Santorum's rocky ascendency to the national stage
Five days before Michigan's Republican presidential primary, a new American Research Group poll shows former Massachusetts Gov. Mitt Romney has lost his small lead in his birth state to rival Rick Santorum.
Santorum now leads Romney by four points - 38 percent to 34.
Rick Santorum has won three of the past four primaries and caucuses. And he's currently the frontrunner in national polls of Republican voters.
CBS congressional correspondent Nancy Cordes reports on Santorum's rise on the national political stage and how it all began.
In his first debate as the national frontrunner, Rick Santorum and his fiscally conservative credentials came under heavy scrutiny.

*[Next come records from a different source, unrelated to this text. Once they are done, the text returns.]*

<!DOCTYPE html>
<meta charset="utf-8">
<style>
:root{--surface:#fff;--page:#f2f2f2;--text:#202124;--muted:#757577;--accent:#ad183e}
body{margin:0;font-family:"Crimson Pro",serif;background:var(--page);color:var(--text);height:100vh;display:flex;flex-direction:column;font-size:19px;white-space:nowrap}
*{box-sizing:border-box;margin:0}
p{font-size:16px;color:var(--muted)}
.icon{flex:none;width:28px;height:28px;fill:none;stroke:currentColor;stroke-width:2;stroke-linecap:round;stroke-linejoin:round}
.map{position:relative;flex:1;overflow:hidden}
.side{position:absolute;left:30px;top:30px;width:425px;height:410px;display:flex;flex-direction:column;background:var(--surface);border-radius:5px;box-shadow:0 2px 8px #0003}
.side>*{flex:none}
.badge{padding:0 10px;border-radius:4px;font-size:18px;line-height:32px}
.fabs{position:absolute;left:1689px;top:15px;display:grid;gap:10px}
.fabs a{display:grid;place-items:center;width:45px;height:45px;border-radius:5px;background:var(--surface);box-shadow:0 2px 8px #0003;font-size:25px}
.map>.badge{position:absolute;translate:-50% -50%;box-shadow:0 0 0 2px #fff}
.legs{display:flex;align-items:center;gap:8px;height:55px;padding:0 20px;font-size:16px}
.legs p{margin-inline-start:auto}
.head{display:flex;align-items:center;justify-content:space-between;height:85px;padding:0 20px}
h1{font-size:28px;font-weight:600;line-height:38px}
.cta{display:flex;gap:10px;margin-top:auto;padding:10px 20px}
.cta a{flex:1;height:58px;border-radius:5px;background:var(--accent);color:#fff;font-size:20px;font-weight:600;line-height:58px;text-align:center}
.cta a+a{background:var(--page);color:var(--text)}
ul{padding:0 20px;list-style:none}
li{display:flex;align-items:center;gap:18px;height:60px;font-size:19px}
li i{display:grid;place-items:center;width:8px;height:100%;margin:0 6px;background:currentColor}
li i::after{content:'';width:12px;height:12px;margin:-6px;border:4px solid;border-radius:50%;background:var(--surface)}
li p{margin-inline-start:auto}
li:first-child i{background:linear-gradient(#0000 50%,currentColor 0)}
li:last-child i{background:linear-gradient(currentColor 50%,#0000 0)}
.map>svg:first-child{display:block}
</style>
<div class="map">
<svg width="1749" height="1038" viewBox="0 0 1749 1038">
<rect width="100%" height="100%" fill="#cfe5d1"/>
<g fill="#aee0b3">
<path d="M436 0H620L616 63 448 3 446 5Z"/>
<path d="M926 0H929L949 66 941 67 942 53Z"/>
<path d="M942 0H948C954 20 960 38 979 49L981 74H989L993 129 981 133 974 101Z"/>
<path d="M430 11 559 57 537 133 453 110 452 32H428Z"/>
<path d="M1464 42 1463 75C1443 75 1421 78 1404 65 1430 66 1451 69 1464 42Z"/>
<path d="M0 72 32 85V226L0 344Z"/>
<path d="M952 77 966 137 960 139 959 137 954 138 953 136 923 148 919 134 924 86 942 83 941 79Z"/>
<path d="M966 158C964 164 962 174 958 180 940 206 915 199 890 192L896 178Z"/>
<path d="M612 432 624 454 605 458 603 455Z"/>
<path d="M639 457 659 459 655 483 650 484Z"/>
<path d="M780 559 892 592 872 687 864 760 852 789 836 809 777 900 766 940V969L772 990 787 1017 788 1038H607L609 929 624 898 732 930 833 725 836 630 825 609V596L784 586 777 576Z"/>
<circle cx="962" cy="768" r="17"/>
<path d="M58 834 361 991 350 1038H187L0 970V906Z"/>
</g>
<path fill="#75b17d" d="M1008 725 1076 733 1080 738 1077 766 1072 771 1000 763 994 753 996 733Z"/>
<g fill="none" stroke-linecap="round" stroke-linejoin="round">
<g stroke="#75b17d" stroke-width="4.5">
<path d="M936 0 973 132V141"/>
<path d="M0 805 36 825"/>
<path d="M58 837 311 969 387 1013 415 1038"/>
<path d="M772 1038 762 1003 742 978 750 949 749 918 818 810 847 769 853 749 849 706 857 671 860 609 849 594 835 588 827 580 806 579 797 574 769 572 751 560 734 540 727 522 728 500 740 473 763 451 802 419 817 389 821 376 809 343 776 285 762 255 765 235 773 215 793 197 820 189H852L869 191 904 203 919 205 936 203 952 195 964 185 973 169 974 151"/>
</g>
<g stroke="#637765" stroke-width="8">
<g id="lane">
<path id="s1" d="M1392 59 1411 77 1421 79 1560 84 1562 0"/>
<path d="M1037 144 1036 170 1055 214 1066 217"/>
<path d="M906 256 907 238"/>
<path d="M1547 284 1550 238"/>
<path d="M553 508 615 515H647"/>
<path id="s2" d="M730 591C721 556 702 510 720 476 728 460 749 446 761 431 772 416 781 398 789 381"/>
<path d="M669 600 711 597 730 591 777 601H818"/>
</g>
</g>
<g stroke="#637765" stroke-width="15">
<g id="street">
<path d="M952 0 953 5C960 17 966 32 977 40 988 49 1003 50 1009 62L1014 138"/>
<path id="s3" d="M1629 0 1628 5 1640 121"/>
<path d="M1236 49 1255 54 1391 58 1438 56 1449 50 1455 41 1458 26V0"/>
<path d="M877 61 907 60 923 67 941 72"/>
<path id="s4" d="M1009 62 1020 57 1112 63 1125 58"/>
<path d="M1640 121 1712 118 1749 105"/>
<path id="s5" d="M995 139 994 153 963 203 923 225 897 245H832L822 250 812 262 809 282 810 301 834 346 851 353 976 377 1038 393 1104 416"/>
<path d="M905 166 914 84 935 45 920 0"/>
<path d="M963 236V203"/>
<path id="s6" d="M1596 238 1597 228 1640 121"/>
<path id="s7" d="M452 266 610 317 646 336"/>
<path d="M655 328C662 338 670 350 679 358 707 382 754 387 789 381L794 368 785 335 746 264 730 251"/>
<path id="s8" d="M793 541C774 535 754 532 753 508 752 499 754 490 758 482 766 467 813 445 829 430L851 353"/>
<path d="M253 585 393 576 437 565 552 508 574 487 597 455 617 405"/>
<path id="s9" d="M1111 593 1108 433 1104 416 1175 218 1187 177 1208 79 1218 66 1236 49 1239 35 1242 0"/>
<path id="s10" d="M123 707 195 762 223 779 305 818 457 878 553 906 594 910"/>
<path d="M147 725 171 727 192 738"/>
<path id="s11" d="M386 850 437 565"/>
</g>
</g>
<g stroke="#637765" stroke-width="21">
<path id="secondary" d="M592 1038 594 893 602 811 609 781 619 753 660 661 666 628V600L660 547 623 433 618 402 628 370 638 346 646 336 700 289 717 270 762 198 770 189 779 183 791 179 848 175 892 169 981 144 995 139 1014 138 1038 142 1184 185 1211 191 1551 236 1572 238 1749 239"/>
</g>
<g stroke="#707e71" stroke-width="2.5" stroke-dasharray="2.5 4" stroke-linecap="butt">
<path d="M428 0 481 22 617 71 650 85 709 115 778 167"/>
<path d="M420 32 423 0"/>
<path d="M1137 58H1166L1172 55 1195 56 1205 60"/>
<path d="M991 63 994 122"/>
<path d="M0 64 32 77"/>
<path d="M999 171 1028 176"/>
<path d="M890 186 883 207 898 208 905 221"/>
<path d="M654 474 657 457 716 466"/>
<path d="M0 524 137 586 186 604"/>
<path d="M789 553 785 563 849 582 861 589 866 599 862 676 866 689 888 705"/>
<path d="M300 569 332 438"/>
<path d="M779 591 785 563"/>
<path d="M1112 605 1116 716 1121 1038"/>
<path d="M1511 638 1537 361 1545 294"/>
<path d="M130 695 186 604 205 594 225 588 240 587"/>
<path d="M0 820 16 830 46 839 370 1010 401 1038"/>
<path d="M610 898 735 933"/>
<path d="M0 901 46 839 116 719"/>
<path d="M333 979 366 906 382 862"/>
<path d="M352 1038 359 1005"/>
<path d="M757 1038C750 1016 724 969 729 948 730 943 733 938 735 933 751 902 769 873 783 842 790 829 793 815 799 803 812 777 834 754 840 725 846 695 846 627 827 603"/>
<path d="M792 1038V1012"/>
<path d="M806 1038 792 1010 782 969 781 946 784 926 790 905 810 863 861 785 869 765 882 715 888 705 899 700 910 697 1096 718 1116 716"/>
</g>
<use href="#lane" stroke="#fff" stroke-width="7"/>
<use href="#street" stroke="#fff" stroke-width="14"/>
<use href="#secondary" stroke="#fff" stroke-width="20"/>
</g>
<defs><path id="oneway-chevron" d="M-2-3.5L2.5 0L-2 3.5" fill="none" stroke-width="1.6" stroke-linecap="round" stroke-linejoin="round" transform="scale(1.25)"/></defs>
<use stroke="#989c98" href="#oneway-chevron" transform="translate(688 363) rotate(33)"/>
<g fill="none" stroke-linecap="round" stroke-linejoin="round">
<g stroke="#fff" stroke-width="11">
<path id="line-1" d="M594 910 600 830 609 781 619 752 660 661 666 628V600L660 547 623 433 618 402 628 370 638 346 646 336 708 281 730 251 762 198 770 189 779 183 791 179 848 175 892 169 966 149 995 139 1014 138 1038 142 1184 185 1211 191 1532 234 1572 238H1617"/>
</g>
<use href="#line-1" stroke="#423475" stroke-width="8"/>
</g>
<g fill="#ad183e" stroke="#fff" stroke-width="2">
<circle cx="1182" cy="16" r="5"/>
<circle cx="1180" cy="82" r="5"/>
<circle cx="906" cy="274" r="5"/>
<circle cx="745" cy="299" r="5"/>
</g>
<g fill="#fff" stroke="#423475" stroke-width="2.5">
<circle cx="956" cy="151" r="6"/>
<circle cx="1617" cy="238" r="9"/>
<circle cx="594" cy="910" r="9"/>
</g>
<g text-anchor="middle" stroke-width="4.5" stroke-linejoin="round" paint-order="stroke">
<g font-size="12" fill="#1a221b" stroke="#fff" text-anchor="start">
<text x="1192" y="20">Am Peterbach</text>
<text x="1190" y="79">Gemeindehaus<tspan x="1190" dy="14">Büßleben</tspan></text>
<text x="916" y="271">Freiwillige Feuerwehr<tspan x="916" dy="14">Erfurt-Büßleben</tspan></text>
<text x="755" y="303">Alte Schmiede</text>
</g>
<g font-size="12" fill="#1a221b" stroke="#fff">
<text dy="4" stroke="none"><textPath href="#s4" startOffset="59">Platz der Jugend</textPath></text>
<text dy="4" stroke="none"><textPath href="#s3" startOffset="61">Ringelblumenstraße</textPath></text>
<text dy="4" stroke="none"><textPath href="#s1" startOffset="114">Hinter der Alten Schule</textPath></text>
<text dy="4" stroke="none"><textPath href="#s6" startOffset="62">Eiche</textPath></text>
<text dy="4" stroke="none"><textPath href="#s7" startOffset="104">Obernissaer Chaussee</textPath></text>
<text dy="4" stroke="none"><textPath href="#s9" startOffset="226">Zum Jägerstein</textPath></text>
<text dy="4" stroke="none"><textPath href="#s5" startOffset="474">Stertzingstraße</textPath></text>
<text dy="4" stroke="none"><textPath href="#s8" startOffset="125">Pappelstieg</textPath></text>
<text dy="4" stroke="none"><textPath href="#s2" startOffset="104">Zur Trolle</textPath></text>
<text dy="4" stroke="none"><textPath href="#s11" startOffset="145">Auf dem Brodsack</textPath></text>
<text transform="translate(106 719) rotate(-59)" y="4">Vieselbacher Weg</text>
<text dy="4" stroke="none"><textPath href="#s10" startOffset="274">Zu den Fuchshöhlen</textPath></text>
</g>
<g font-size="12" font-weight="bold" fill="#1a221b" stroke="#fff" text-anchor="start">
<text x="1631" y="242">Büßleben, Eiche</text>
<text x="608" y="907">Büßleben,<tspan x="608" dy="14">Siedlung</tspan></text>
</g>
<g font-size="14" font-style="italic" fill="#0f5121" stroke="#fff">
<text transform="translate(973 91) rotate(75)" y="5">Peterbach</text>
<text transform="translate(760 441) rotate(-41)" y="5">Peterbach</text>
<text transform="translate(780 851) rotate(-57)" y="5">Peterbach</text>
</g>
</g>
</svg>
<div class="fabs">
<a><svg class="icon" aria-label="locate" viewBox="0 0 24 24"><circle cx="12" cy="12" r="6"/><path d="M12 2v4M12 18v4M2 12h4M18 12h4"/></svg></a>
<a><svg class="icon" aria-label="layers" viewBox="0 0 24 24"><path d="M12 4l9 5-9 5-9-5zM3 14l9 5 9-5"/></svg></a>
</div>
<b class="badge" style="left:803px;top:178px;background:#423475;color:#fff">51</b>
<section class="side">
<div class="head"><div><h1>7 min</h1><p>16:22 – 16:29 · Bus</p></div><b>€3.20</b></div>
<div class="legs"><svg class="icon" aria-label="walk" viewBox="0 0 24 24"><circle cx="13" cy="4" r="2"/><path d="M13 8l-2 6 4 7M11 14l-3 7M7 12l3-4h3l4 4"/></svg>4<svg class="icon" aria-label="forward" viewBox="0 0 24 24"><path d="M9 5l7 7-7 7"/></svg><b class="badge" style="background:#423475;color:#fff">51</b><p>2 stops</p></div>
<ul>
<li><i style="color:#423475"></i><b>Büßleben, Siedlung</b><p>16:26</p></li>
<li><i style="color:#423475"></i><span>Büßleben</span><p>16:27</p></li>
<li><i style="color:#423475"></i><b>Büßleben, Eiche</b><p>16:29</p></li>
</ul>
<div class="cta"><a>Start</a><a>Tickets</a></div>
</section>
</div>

"While I was fighting to save the Olympics, you were fighting to save the 'bridge to nowhere,'" Romney said at Wednesday's nationally televised Republican debate in Arizona.
The former senator was attacked for everything from his history of requesting earmarks to his vote in favor of President Bush's "no child left behind" education law.
"He voted for it, but now he's running on the effort to get rid of it," challenged GOP rival Ron Paul.
Santorum's response was candid but did not bolster the tough, outsider image he has strived to project.
"I have to admit, I voted for that," said Santorum. "It was against the principles I believed in but you know, when you're part of the team, sometimes you take one for the team - for the leader. And I made a mistake."
Santorum came to Congress as a crusader. A 32-year-old lawyer from Pittsburgh, Pennsylvania who joined ranks with six other ambitious new House Republicans to root out corruption in Congress.
"Rick came in in 1990 and he was quote unquote one of the "Gang of Seven," said Republican Congressman Dan Burton of Indiana, one of Santorum's closet colleagues.
"We had an awful lot of members of Congress that were overdrawing their accounts, and it became a huge scandal. And so these seven made their reputations collectively by going after the bank scandal," Burton recalled.
That reputation helped propel Santorum into the Senate after just four years in the House and he quickly became an outspoken voice on social issues.
He pushed for intelligent design to be taught in schools alongside evolution and introduced a bill to ban late term abortions.
But his social positions put him out of step with his more moderate state, as he ran for re-election in 2006. And as a result he lost to Democrat Bob Casey by 18 points.
As of today, only three members of Congress have endorsed Santorum compared to 78 for Romney. It's a sign his former colleagues are still skeptical he can beat Romney, despite what the polls say.